Collected data:
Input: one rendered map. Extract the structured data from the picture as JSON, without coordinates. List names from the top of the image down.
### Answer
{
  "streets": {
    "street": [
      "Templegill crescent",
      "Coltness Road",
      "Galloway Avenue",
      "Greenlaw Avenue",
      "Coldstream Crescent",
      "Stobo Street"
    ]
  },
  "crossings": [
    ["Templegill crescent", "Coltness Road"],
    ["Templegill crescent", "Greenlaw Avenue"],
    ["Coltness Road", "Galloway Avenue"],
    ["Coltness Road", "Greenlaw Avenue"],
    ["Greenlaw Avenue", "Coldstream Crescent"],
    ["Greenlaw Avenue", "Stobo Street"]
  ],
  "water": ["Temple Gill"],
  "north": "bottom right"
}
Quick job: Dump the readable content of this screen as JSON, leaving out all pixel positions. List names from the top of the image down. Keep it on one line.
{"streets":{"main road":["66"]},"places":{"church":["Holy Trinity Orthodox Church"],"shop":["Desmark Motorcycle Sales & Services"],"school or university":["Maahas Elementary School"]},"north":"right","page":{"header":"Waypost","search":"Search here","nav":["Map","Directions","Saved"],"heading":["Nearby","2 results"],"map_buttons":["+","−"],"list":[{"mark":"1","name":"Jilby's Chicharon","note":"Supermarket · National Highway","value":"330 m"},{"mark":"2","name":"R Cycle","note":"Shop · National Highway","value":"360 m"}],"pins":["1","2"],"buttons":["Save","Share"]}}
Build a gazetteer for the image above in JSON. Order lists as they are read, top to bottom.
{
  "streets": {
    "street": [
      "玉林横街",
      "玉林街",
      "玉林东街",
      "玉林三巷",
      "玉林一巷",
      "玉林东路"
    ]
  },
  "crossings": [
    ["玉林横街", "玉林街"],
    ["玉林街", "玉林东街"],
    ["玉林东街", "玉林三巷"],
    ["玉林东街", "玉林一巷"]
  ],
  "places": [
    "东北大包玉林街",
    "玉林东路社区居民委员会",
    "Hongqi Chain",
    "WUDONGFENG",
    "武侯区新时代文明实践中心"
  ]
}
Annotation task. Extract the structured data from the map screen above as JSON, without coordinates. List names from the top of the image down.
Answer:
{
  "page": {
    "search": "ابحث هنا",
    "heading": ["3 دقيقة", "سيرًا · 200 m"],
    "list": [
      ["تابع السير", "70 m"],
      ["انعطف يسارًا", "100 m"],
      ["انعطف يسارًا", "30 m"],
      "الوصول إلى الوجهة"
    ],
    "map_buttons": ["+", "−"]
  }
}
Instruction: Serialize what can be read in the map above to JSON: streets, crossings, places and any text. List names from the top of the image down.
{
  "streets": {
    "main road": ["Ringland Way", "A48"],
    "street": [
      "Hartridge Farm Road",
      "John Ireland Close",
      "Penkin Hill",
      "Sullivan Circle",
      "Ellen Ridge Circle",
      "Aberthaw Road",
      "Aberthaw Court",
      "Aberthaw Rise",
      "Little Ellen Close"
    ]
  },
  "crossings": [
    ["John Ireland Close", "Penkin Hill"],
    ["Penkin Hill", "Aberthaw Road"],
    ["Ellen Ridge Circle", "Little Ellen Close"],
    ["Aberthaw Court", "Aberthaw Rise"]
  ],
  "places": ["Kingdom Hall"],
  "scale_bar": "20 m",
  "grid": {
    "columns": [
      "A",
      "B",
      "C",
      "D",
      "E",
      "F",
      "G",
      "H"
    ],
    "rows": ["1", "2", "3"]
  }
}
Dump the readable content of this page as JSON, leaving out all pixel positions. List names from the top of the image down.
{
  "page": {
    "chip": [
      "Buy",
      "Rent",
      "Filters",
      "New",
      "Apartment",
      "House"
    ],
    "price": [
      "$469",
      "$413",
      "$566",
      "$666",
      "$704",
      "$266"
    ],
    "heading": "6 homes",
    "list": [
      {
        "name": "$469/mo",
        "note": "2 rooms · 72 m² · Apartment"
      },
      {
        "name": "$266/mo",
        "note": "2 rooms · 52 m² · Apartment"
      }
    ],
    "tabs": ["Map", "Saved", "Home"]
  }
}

> **Assigned task**: "without" is the word to look for; copy every line of the data that has it.

> **Answer box**:
Input: one rendered map. Extract the structured data from the picture as JSON, without coordinates. List names from the top of the image down.
Annotation task. Extract the structured data from the map screen above as JSON, without coordinates. List names from the top of the image down.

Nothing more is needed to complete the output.